▶ **EXERCISE PROMPT**
Your answer should be the lines below from the one holding "width:30px; border:2px solid" through the one holding "const poly = rows", copied exactly and with nothing else.

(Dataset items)
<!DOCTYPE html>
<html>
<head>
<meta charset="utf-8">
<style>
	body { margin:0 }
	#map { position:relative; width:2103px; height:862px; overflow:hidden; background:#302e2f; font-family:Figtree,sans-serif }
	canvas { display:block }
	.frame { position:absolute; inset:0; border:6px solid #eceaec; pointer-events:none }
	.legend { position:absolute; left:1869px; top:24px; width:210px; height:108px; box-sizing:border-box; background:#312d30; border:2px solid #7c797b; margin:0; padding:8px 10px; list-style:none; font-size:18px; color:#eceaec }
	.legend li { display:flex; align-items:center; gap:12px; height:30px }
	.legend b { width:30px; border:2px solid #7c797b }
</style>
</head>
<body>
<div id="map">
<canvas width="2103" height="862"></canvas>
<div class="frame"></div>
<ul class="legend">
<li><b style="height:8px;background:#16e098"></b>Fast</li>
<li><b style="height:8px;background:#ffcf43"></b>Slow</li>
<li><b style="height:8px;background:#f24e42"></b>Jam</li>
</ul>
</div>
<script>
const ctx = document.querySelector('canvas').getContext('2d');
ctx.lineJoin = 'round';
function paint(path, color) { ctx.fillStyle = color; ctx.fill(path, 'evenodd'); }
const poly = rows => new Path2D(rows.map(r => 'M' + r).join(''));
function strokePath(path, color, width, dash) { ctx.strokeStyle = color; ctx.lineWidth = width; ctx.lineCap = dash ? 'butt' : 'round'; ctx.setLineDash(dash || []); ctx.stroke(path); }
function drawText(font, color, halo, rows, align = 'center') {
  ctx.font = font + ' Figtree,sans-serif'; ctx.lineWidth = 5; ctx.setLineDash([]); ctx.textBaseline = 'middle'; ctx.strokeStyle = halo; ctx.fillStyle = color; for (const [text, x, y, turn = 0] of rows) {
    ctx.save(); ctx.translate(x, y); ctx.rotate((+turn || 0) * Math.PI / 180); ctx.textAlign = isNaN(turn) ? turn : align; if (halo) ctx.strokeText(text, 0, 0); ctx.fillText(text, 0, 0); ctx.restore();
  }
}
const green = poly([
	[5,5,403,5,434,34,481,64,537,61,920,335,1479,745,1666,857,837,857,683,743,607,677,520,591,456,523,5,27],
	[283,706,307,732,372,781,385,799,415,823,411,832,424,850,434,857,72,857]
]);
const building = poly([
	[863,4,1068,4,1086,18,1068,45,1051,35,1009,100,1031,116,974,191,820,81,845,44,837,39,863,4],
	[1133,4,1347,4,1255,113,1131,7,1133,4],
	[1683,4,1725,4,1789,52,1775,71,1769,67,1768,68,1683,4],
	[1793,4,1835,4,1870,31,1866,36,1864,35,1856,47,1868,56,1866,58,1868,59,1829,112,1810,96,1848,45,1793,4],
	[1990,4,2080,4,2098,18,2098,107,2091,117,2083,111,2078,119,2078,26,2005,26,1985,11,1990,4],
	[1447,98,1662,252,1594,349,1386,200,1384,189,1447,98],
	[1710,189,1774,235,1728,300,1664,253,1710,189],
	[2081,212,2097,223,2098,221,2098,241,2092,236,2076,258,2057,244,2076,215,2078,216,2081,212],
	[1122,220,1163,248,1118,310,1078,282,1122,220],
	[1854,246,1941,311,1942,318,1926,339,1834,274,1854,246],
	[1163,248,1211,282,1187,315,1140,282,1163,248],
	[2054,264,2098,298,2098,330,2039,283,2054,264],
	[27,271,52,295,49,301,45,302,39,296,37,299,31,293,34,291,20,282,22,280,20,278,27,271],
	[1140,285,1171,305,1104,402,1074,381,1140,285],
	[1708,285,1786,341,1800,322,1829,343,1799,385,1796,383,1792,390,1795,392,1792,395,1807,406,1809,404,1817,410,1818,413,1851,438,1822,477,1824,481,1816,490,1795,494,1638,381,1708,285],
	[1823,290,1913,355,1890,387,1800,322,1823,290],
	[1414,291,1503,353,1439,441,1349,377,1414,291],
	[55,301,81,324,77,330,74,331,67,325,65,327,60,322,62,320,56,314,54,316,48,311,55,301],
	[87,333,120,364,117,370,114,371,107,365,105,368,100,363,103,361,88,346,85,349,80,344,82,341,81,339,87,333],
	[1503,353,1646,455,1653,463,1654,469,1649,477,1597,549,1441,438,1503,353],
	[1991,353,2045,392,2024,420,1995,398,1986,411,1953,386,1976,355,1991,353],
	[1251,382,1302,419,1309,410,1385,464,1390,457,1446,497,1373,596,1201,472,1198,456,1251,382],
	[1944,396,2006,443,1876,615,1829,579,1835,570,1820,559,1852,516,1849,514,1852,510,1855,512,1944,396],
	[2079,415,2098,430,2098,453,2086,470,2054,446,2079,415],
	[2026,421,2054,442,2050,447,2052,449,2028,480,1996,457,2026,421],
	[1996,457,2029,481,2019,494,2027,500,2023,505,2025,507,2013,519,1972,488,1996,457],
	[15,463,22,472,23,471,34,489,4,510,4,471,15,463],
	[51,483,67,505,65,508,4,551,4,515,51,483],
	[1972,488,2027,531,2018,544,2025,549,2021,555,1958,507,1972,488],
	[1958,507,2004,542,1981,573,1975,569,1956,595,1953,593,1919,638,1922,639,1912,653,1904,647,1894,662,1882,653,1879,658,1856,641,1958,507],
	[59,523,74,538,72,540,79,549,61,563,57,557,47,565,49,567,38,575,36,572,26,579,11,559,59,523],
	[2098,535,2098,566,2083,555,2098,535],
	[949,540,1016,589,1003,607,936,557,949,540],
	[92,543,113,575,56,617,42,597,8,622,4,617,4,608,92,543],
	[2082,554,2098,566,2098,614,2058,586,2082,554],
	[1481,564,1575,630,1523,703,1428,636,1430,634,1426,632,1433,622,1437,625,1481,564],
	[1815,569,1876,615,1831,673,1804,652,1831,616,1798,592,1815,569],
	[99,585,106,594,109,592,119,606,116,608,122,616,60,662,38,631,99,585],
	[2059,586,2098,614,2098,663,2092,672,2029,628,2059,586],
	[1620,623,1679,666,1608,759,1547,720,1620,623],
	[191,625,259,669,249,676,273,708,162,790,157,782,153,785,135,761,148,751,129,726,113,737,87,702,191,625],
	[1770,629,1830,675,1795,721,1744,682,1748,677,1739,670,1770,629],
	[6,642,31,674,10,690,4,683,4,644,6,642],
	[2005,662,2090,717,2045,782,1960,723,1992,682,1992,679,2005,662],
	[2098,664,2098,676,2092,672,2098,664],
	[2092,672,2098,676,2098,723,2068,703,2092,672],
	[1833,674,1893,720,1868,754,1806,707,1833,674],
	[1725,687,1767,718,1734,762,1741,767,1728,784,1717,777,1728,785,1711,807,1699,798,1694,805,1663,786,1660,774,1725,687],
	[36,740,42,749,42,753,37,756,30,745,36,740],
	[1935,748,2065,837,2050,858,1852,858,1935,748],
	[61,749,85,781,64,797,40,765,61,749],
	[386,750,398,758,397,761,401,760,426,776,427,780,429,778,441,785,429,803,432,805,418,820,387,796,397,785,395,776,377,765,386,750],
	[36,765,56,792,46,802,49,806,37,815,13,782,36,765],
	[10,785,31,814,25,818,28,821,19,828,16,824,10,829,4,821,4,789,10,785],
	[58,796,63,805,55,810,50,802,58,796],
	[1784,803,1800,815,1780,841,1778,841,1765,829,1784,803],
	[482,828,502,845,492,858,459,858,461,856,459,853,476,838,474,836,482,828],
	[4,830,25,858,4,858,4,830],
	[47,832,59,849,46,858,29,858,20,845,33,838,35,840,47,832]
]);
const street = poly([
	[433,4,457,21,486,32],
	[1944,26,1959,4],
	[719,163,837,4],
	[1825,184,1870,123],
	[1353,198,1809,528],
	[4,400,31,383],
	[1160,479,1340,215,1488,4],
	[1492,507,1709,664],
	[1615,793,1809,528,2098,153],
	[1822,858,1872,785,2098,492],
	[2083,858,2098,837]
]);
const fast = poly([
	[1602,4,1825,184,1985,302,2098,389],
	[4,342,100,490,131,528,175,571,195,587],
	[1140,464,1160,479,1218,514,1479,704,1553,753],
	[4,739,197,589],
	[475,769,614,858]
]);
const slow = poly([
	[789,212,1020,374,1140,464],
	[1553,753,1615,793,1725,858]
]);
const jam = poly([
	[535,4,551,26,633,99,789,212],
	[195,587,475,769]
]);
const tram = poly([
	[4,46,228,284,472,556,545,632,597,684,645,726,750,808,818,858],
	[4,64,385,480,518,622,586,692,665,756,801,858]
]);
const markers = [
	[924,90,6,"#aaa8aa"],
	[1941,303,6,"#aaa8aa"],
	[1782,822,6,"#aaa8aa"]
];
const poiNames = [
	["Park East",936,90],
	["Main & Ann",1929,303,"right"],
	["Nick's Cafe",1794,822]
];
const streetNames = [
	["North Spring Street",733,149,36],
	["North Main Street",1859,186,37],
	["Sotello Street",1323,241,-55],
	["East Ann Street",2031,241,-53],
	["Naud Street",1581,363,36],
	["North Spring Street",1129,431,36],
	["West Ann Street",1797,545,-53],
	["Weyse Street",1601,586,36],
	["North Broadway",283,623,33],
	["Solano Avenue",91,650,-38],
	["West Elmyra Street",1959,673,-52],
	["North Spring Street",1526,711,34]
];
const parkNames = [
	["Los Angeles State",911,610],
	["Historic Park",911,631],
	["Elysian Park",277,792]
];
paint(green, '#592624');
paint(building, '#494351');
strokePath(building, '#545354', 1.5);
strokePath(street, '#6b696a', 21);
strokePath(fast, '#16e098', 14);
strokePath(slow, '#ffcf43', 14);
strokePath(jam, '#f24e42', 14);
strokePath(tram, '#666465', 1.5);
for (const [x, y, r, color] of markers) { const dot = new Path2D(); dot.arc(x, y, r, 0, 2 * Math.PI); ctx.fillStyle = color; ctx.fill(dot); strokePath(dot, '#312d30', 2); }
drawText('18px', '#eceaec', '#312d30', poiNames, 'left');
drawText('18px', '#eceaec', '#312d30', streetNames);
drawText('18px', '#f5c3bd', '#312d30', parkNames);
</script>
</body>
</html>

▶ **WRITTEN SOLUTION**
	.legend b { width:30px; border:2px solid #7c797b }
</style>
</head>
<body>
<div id="map">
<canvas width="2103" height="862"></canvas>
<div class="frame"></div>
<ul class="legend">
<li><b style="height:8px;background:#16e098"></b>Fast</li>
<li><b style="height:8px;background:#ffcf43"></b>Slow</li>
<li><b style="height:8px;background:#f24e42"></b>Jam</li>
</ul>
</div>
<script>
const ctx = document.querySelector('canvas').getContext('2d');
ctx.lineJoin = 'round';
function paint(path, color) { ctx.fillStyle = color; ctx.fill(path, 'evenodd'); }
const poly = rows => new Path2D(rows.map(r => 'M' + r).join(''));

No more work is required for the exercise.